What am I missing about samplers?
Posted by TacticalRock@reddit | LocalLLaMA | View on Reddit | 10 comments
Hi all,
With the recent release of models that require temp = 1, top_k = N, and top_p = 0.95, I'm wondering why labs actually prefer those truncation samplers over just min_p?
As far as I understand, min_p isn't supported everywhere, and they're just following industry standards with top_k and top_p, but if one replaces those two truncation samplers with just min_p, is there a real reason not to? Let's say, for Qwen 3.6, instead of top_k of 20 and top_p of 0.95, I just do min_p of 0.05-0.10, is there a mechanical/structural or analytical reason not to?
I know I can just stick to the given samplers and call it a day, but I'm just curious, and I like the dynamic nature of min_p :)
Thanks!
Herr_Drosselmeyer@reddit
Don't now about Qwen specifically, but Gemma 4 also recommends Top K=64 and Top P=0.95, and I've run it with just Temp=1.2 and Min P=0.02, works fine.
But with a grain of salt: I tried it for creative writing. Just Min P, especially low values, will let some odd tokens through. For coding or other stuff that doesn't want the model to be too 'creative', I'd suggest sticking to the recommended settings.
TacticalRock@reddit (OP)
Checks out. Temp of 1, as I understand for llama.cpp, is just the untransformed distribution, so a value greater than 1 artificially flattens the token distribution, making lower-probability tail tokens more likely to be sampled. From the purist's perspective this may appear as more creative output, but is more accurately "tolerable incoherence." You're not in the model's native distribution anymore, and you're promoting tokens the model itself ranked as less appropriate. Could be good or bad for creativity.
Mart-McUH@reddit
Even temp 1 is transformed distribution. The raw output of LLM are just some real numbers (I think called logits) that can be in range -infinity to +infinity (or whatever is max number representation in given format).
You need to transfer those logits into probabilities. That is usually done with some SoftMax function I think. Temperature is exponent in that formula.
TacticalRock@reddit (OP)
Sorry, meant T=1 is without additional scaling.
Herr_Drosselmeyer@reddit
It's usually good unless you go crazy with the values. You want to be in a place where something like "And then he decided to go to the..." can return a variety of tokens. "Beach" might be the top probability one, but you're ok with "bowling alley" instead, you just need to avoid completely wild ones like "moon". ;)

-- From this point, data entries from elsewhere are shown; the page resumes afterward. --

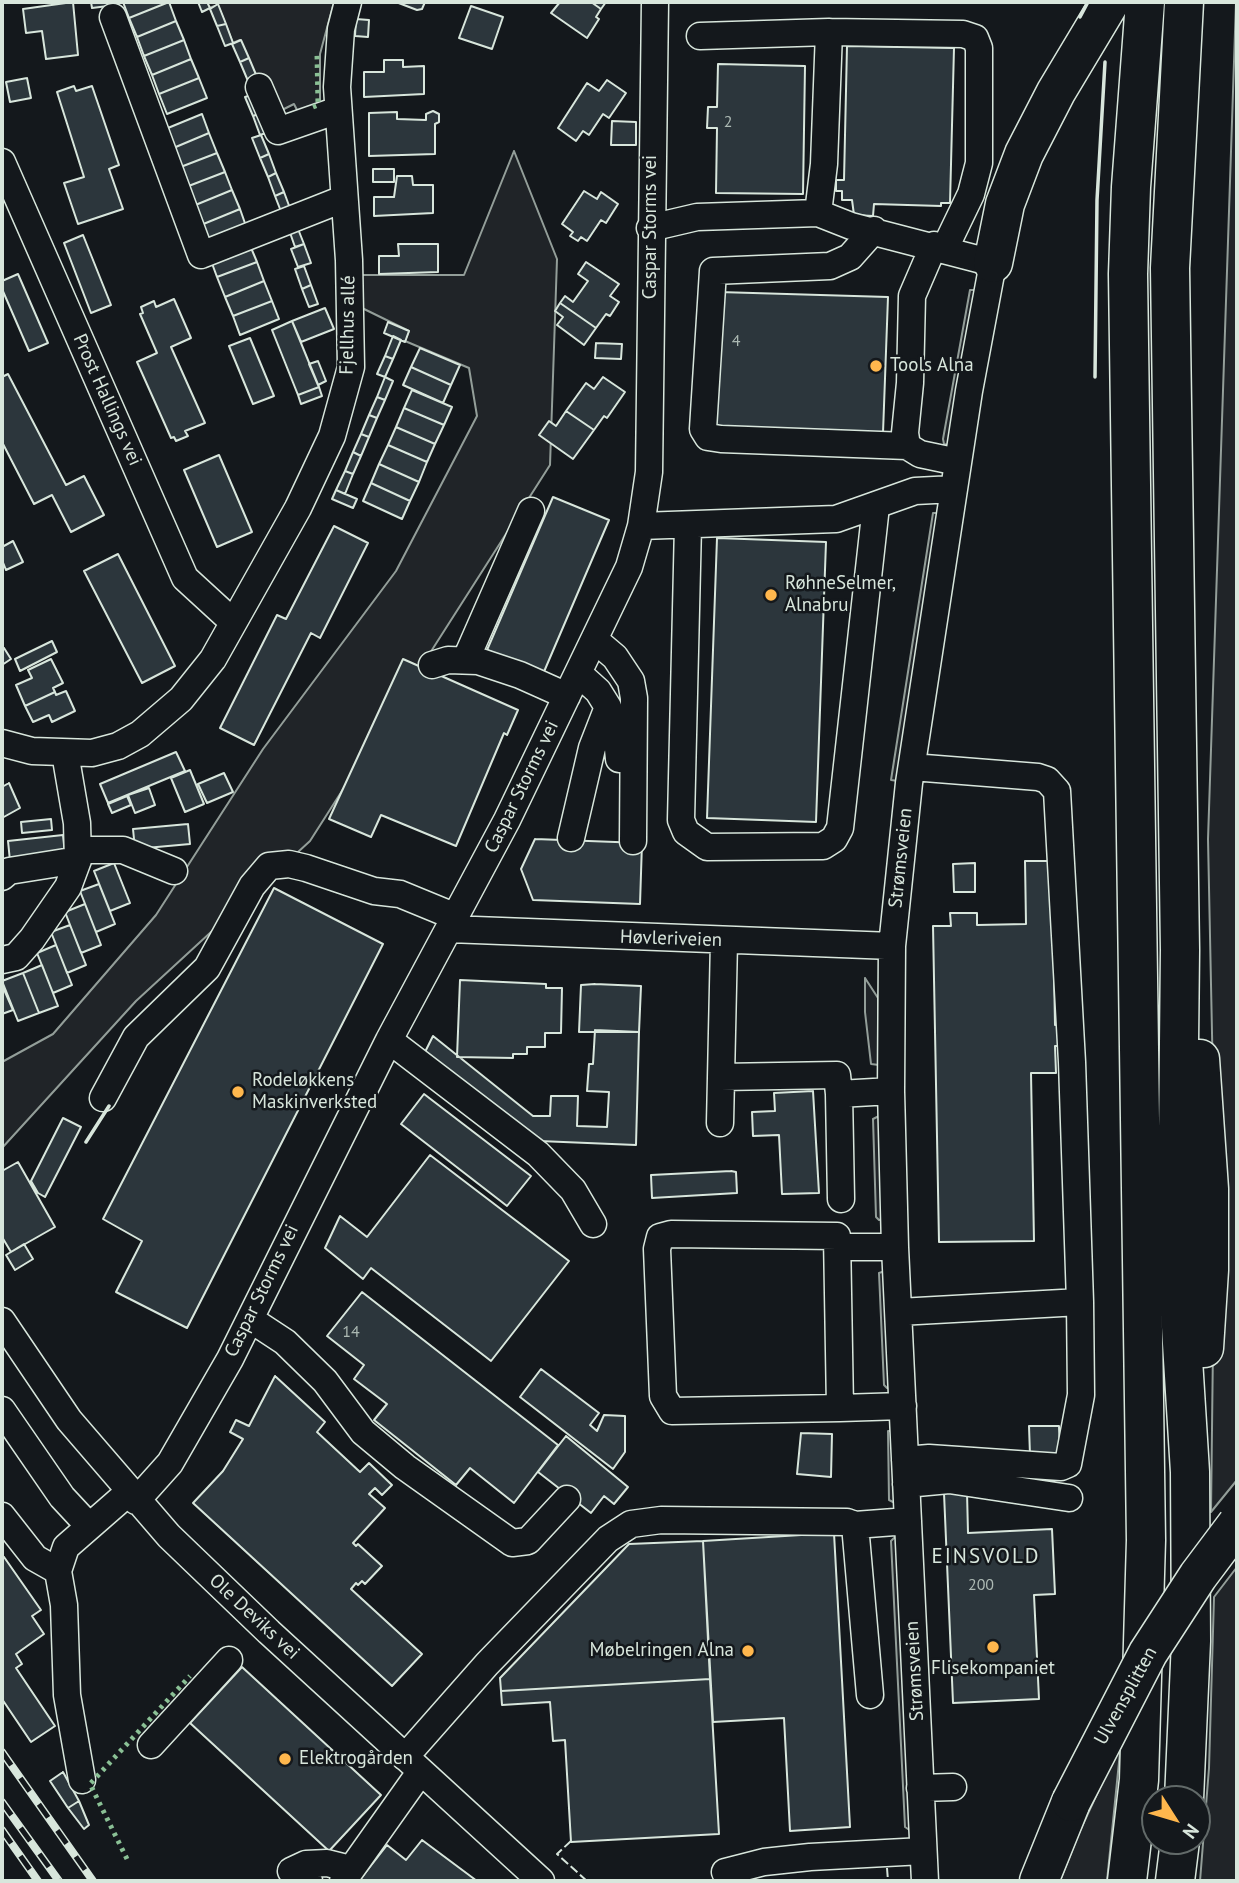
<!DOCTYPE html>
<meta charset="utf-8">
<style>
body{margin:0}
#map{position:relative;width:1239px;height:1883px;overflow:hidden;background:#14181c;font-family:"PT Sans",sans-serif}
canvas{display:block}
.frame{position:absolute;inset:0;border:4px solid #d8e6dc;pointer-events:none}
.north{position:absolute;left:1141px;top:1785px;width:70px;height:70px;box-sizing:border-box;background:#14181c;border:2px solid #626a69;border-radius:50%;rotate:127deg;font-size:19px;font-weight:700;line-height:28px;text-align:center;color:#d8e6dc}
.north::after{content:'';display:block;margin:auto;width:24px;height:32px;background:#ffb74d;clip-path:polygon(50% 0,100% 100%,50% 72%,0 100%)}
</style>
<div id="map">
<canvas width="1239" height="1883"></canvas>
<div class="frame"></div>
<div class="north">N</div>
</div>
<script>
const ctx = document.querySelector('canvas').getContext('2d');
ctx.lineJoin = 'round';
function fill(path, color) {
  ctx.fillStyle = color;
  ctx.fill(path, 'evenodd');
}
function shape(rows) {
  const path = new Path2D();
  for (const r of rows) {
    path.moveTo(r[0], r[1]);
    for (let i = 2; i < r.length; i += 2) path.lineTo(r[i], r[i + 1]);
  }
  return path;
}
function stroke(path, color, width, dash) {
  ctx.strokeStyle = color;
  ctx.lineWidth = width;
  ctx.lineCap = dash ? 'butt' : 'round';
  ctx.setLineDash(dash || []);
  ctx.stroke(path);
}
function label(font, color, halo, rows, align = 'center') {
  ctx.font = font + ' "PT Sans",sans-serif';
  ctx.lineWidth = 5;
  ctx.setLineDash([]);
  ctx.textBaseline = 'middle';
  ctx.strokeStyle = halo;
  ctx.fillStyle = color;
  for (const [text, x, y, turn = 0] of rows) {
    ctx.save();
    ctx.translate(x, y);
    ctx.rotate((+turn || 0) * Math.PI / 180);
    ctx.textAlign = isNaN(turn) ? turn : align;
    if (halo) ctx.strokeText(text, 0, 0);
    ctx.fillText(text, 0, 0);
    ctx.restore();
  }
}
const green = shape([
 [207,2,334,2,320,54,320,106,299,114,294,104,280,111,257,78,240,40,233,43,218,5,209,8,207,2],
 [1236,2,1237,1480,1211,1512,1215,1178,1208,839,1236,2],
 [514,151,557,259,550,465,310,841,136,1001,2,1148,2,1062,53,1034,156,915,263,749,396,571,477,416,469,368,405,341,409,331,362,308,362,275,464,275,514,151],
 [970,290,976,290,948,445,944,444,943,439,970,290],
 [933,513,938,513,898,781,891,780,933,513],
 [865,978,878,998,879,1065,871,1064,865,1012,865,978],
 [879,1116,883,1219,879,1220,876,1217,873,1119,879,1116],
 [885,1271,890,1387,887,1388,884,1385,879,1273,885,1271],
 [888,1431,892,1431,895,1503,889,1500,888,1431],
 [894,1538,897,1538,911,1831,905,1827,891,1541,894,1538],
 [1237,1567,1237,1881,1200,1881,1209,1768,1214,1597,1237,1567],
 [1121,1742,1107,1881,1060,1881,1079,1833,1121,1742]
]);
fill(green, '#202428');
stroke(green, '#939e99', 2);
const building = shape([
 [73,2,78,55,46,59,42,31,26,33,23,9,73,2],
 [91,2,107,2,108,6,92,8,91,2],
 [123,2,169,2,129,18,123,2],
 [169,2,176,21,137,37,129,18,169,2],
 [198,2,207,2,210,8,202,12,198,2],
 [396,2,425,2,422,9,417,10,396,2],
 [560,2,591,2,601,9,596,17,599,19,587,38,551,13,560,2],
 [591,2,612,2,606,2,601,9,591,2],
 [218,4,226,24,217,26,210,9,218,4],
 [471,6,503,17,492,49,459,38,471,6],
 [356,19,369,20,368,37,355,36,356,19],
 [176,21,184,40,144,56,137,37,176,21],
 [226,24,233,43,225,46,217,26,226,24],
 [184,40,191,59,152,75,144,56,184,40],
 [241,40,249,58,240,62,232,44,241,40],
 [847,46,954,48,950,203,941,203,941,206,874,204,873,216,854,215,852,200,842,200,842,191,836,191,836,180,844,180,847,46],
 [249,58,257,77,248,81,240,62,249,58],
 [191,59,199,78,159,94,152,75,191,59],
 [384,60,403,60,403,67,424,66,424,94,364,97,364,72,384,72,384,60],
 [718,64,805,66,803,194,716,193,717,128,707,128,708,107,717,107,718,64],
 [27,78,31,98,10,102,6,82,27,78],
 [199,78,207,98,167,114,159,94,199,78],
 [607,80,626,93,609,118,603,114,589,135,583,131,576,141,558,128,587,83,599,91,607,80],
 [74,86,76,91,92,86,119,165,109,169,123,209,78,224,64,183,84,177,57,92,74,86],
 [254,94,261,113,253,116,245,97,254,94],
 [433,111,439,114,439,122,435,124,435,154,369,156,369,113,397,112,397,119,426,120,426,114,433,111],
 [261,113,269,132,260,135,253,116,261,113],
 [202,114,209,133,171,149,163,130,202,114],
 [612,121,636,122,636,145,611,145,612,121],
 [209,133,217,153,178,168,171,149,209,133],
 [261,135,269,154,260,158,252,138,261,135],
 [217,153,225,172,186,187,178,168,217,153],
 [269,154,276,173,268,177,260,158,269,154],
 [373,169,394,169,394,182,373,182,373,169],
 [225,172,232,190,193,206,186,187,225,172],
 [276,173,284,192,275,196,268,177,276,173],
 [397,176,412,176,413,185,433,185,433,213,374,216,374,197,394,197,397,176],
 [232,190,240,209,201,225,193,206,232,190],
 [584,191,597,199,601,192,618,204,606,223,601,220,587,241,581,237,578,241,570,236,573,232,562,224,584,191],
 [284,192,291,211,282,214,275,196,284,192],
 [240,209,247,229,208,244,201,225,240,209],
 [296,224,304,244,295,247,288,227,296,224],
 [83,235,111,305,91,313,64,243,83,235],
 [249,243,257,262,217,277,210,258,249,243],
 [304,244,311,263,298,267,291,249,304,244],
 [398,244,438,244,438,272,379,274,379,256,399,256,398,244],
 [257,262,264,281,225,297,217,277,257,262],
 [586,262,619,284,610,296,619,302,610,316,606,314,596,328,560,303,565,296,573,302,588,281,578,274,586,262],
 [304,266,311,285,302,289,295,269,304,266],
 [18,274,48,343,29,351,2,289,2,281,18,274],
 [264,281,272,301,233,316,225,297,264,281],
 [311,285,318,304,309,307,302,289,311,285],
 [719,292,888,297,883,433,714,428,719,292],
 [174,299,191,338,171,347,205,423,185,431,188,436,176,441,174,437,171,438,137,362,157,353,140,314,143,313,141,307,154,301,156,307,174,299],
 [272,301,279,319,240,335,233,316,272,301],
 [560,303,596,328,584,345,557,325,563,317,555,311,560,303],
 [325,308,334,329,301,342,292,321,325,308],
 [292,321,319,387,298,395,272,330,292,321],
 [388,322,409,331,405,342,384,333,388,322],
 [393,336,401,340,393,359,385,356,393,336],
 [250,338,274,396,253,404,229,346,250,338],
 [596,343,622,344,621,359,595,358,596,343],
 [420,348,460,365,451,385,411,367,420,348],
 [385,356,393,359,385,377,377,374,385,356],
 [318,361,326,381,318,385,309,364,318,361],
 [411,367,451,385,443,403,403,385,411,367],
 [8,374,66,485,84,476,104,515,71,532,52,495,34,504,2,442,2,377,8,374],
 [385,377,393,381,385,400,377,397,385,377],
 [603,377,625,392,607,418,604,416,594,430,566,411,586,383,594,389,603,377],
 [319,387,322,396,301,404,298,395,319,387],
 [412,390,452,407,444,425,404,408,412,390],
 [377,397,385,400,377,418,369,415,377,397],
 [404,408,444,425,435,444,396,427,404,408],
 [566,411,594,430,573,459,539,435,549,421,556,426,566,411],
 [369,415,377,418,369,437,361,434,369,415],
 [396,427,435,444,427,462,388,445,396,427],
 [361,434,369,437,361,456,353,452,361,434],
 [388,445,427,462,419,482,379,464,388,445],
 [353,452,361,456,353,474,345,471,353,452],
 [219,455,252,532,217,547,184,470,219,455],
 [379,464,419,482,410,501,371,483,379,464],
 [345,471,353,474,345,494,336,490,345,471],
 [371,483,410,501,402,519,363,501,371,483],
 [336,490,357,499,353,508,332,499,336,490],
 [553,497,609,520,543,674,487,650,553,497],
 [334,526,368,543,320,638,311,633,254,745,220,728,277,615,286,619,334,526],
 [717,538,826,542,816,822,707,818,717,538],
 [13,541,23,562,6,570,2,560,2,547,13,541],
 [118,554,175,666,142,683,84,571,118,554],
 [52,641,57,652,20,671,15,659,52,641],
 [4,648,11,659,2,665,2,650,4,648],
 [51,659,63,683,53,688,55,692,25,706,16,685,32,678,28,670,51,659],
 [403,659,518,710,507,735,504,733,456,846,381,815,371,837,329,819,403,659],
 [66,691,75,711,52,722,49,715,33,722,25,706,55,692,56,695,66,691],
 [176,752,185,771,108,803,100,784,176,752],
 [190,770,204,804,185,812,171,778,190,770],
 [224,773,233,792,207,803,198,784,224,773],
 [9,783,20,808,2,818,2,787,9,783],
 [149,788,155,805,135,813,128,795,149,788],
 [127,796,131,805,112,813,108,804,127,796],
 [51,819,52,830,22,833,21,822,51,819],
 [188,824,190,844,135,849,133,829,188,824],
 [63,835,65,855,10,861,8,841,63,835],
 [535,839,642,843,640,904,533,900,521,869,535,839],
 [1025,861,1052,861,1055,1025,1061,1025,1062,1046,1055,1046,1056,1073,1031,1073,1034,1241,939,1242,933,926,951,926,950,913,977,913,977,925,1026,924,1025,861],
 [114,863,130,903,110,911,94,871,114,863],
 [975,863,975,892,954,892,953,864,975,863],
 [99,884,115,924,96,932,80,891,99,884],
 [274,888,383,944,187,1328,116,1292,142,1241,103,1219,274,888],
 [85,904,101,945,81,953,65,912,85,904],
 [70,925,86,965,67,973,51,932,70,925],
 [56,945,72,985,53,993,37,953,56,945],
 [42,965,58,1006,39,1013,23,973,42,965],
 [23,973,39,1013,18,1021,2,981,23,973],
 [460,980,546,984,546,988,562,988,561,1033,545,1033,545,1047,527,1047,527,1054,513,1054,513,1058,457,1057,460,980],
 [595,984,641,986,639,1032,579,1032,581,985,595,984],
 [2,985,13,1010,2,1014,2,985],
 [595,1030,639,1032,636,1145,539,1141,425,1052,433,1036,533,1116,550,1116,551,1096,578,1096,577,1126,607,1127,609,1092,587,1091,589,1064,593,1064,595,1030],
 [813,1091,819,1193,782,1194,779,1135,753,1136,752,1112,775,1111,774,1093,813,1091],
 [424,1094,531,1176,507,1206,401,1124,424,1094],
 [63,1118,81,1127,45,1197,38,1193,31,1181,63,1118],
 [430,1155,569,1261,491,1361,371,1268,363,1279,325,1248,340,1216,367,1237,430,1155],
 [18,1162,55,1227,11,1252,2,1237,2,1171,18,1162],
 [731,1171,736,1172,737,1193,652,1198,651,1175,731,1171],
 [24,1244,33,1259,15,1270,6,1255,24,1244],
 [362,1292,558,1445,514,1503,470,1468,456,1485,374,1420,387,1404,354,1379,364,1365,327,1336,362,1292],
 [541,1369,599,1413,590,1425,597,1431,604,1415,625,1416,625,1452,613,1469,520,1397,541,1369],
 [275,1376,325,1422,317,1432,360,1472,369,1463,392,1485,382,1495,375,1488,369,1494,385,1508,353,1543,356,1546,358,1544,382,1566,365,1584,362,1581,358,1585,356,1583,351,1589,422,1654,392,1686,193,1503,223,1471,243,1439,230,1432,236,1420,249,1426,275,1376],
 [1029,1426,1059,1426,1060,1455,1030,1455,1029,1426],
 [801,1433,832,1434,831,1477,797,1474,801,1433],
 [566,1436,628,1487,614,1504,604,1496,591,1513,538,1472,566,1436],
 [967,1492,968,1533,1052,1529,1055,1594,1034,1595,1039,1699,953,1703,944,1493,967,1492],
 [834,1533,850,1827,790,1831,784,1718,713,1722,703,1541,834,1533],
 [703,1541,710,1679,501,1691,500,1678,629,1544,703,1541],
 [4,1557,41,1610,32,1616,44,1634,16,1654,22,1664,16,1668,55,1726,31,1742,2,1699,2,1559,4,1557],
 [242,1667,381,1795,329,1851,190,1723,242,1667],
 [710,1679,719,1834,571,1842,565,1740,553,1741,550,1702,502,1705,501,1691,710,1679],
 [63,1772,79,1801,68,1808,50,1781,63,1772],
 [79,1801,89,1825,84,1829,68,1808,79,1801],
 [422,1840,477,1881,359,1881,387,1845,406,1860,422,1840]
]);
fill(building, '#2c363c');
stroke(building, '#d8e6dc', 2);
const minor = shape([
 [113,17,201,255,343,199],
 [700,36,829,32,963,34,975,38,979,48,979,163,971,194,945,248],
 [259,87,278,131,338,110],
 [2,162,185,578,233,622],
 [818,213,824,164,829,32],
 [650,228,697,217,818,213,851,226,993,263,969,391,909,783,892,946,891,1091,895,1247,925,1881],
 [874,230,850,257,830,266,713,271,703,429,708,437,721,439,907,446],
 [934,245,912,296,910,383,905,433,907,446,920,454,958,462],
 [688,525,681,820,686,832,707,847,823,846,834,839,840,828,876,506],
 [641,526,836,519,915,491,954,489],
 [595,640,615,657,631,681,634,698,633,841],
 [466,659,531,511],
 [432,665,448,660,478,661,520,675,567,696],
 [578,673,598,691,608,707,616,729,619,759],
 [2,743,32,751,92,753,118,746,140,734,181,699,213,659,298,508,332,436,351,367,349,260,337,87,341,29,348,2],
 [571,838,592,748,608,707],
 [78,850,123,850,174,871],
 [2,877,9,871,78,860],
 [449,929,892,946],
 [2,960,16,957,32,939,68,887,78,860,77,823,65,753],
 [389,1040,538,1154,573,1190,593,1224],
 [721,1077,837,1075,839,1094,891,1091],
 [839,1094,841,1199],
 [103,1098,136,1037,207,968,252,886,269,866,289,864,306,868,374,891,400,894,456,917],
 [720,1123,724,941],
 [837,1247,895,1247],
 [899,1312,1080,1302,1072,1062,1057,791,1047,780,1038,777,912,767],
 [250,1319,285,1342,325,1381,363,1432,405,1467,512,1543,528,1541,567,1499],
 [2,1321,69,1420,169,1536,269,1632,541,1881],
 [840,1408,837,1236,671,1234,660,1237,657,1249,663,1396,672,1411,840,1408,903,1406],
 [2,1410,62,1497,89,1526],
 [905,1460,929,1458,1061,1467,1068,1464,1081,1395,1080,1302],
 [906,1484,949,1480,1069,1498],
 [136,1501,170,1463,230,1359,389,1040,507,820,629,567,641,526,649,472,655,2],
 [2,1516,35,1558,58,1571],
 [855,1525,870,1695],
 [151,1745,229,1660],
 [405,1757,487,1664,608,1539,631,1524,661,1520,847,1522,855,1525,908,1521],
 [82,1780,67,1695,64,1605,58,1571,66,1547,129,1492],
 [920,1788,953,1787],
 [725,1872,764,1862,810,1857,923,1851],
 [309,1881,291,1871,306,1864,327,1863,351,1869],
 [343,1881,421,1771]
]);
const highway = shape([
 [993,263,1005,204,1024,154,1056,92,1110,2],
 [1200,1059,1209,1189,1209,1270,1204,1348],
 [1184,1799,1191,1641,1190,1472,1181,1327,1178,1136,1180,950,1170,268,1184,2],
 [1039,1881,1071,1802],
 [1127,1881,1139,1780,1146,1540,1128,274,1131,187,1145,2],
 [1175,1881,1180,1841]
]);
stroke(minor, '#d8e6dc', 29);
stroke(highway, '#d8e6dc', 41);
stroke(minor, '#14181c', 26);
stroke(highway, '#14181c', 38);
const rail = shape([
 [2,1752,93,1881],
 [2,1802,59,1881],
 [2,1830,38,1881]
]);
stroke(rail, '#d8e6dc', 8);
stroke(rail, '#14181c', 5, [16]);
const highwayBridge = shape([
 [1071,1802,1148,1653,1198,1576,1237,1524]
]);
stroke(highwayBridge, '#d8e6dc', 41, []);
stroke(highwayBridge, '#14181c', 38);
stroke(shape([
 [313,107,318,105,317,54],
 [127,1859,90,1784,190,1676]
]), '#8ac095', 5, [3.5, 5]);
stroke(shape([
 [571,1841,557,1854,587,1881],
 [887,1868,888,1881]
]), '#d8e6dc', 2, [9, 3.5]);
stroke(shape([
 [1080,17,1088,2],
 [1095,377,1097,200,1105,62],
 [86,1142,109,1106]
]), '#d8e6dc', 3.5);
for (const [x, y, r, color] of [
 [876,366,7,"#ffb74d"],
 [771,595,7,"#ffb74d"],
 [238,1092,7,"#ffb74d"],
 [993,1647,7,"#ffb74d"],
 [748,1651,7,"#ffb74d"],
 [285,1759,7,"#ffb74d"]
]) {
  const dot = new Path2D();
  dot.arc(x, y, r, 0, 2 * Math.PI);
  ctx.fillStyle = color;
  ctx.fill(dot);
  stroke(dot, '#14181c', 2.5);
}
label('16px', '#adbab4', null, [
 ["2",728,122],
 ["4",736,341],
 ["14",351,1332],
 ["200",981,1585]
]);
label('19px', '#d8e6dc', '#14181c', [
 ["Caspar Storms vei",651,227,-90],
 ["Fjellhus allé",348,325,-89],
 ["Prost Hallings vei",107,400,66],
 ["Caspar Storms vei",522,787,-64],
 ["Strømsveien",901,858,-84],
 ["Høvleriveien",671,939,2],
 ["Caspar Storms vei",262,1291,-64],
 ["Ole Deviks vei",254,1617,43],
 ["Strømsveien",915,1671,-93],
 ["Ulvensplitten",1126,1696,-61]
]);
label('19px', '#d8e6dc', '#14181c', [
 ["Tools Alna",890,366],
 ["RøhneSelmer,",785,584],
 ["Alnabru",785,606],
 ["Rodeløkkens",252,1081],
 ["Maskinverksted",252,1103],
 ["Møbelringen Alna",734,1651,"right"],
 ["Flisekompaniet",993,1669,"center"],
 ["Elektrogården",299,1759]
], 'left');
ctx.letterSpacing = '2px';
label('21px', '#d8e6dc', '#14181c', [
 ["EINSVOLD",986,1557]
]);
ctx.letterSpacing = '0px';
</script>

Obviously a bit simplified, but you get the idea. Samplers that punish repetition also help in that regard. Just don't forget to change back your settings when you want more coherent things like code. I forgot once, and Gemma 4 couldn't generate working code anymore because of it. It actually gave up at some point and told me there was something wrong with my chat interface. It wasn't wrong, per se.
TacticalRock@reddit (OP)
Interesting. Yeah that's what I want to figure out with rote correct/incorrect answer benchmarks: what's the Goldilocks min_p value holding temp at 1, and does it outperform the recommended sampler settings? Because with creativity related work, it's harder to measure, as you demonstrated; how does one even judge the choice of sequence of words for creative purposes without setting up a complicated rubric based llm as judge framework? Easiest is by reading, and that'll depend from me to you. Generally agree with your statement, increasing temp modestly doesn't harm coherence, though it does need to be lowered as context grows to mitigate the rot that happens naturally due to bloat.
Mart-McUH@reddit
I think it is just historical reasons because top_p was sooner than min_p and is perhaps more commonly known/supported by chat interfaces. Both top_p and min_p try to achieve same thing - cut the tail of low probability tokens, so using one of them is quite important. top_k of course also cuts tokens, but it is more naive so is not enough on its own (eg very low probability tokens that would likely just break answer can still make it into top_k, but will be cut by top_p/min_p).
top_k first is useful though to speed up the samplers processing so that it does not need to run on whole tokens vocabulary, as models today have very large token vocabulary.
After that, each model behaves differently and each task has different requirements too (more deterministic factual answer, more variety for creative writing and also for formal tasks where you want to explore more options, anti-repetition may be sometimes needed but can often break models etc.)
ResidentPositive4122@reddit
Samplers are knobs that local folks swear by, but no-one really wants or needs, because at the end of the day, and contrary to popular local users, they break the model. For high accuracy stuff (i.e. math), even min_p is not that good, unless you get to large temps (1.5+). Also, the min_p paper only ran the numbers for that era's models (llama, mistral7b, etc). I don't think anyone has checked since then.
TacticalRock@reddit (OP)
As I suspected. Maybe it's time for me to do some math and IF benchmarks for min_p vs default samplers with the smaller Qwens and Gemmas.
DinoAmino@reddit
Thinking models require those higher values than my order to generate diverse tokens for their reasoning traces. Lower values are great for more deterministic responses from higher probability tokens - dense models benefit from that but reasoning models suffer of they cannot complete the thinking they are trained for.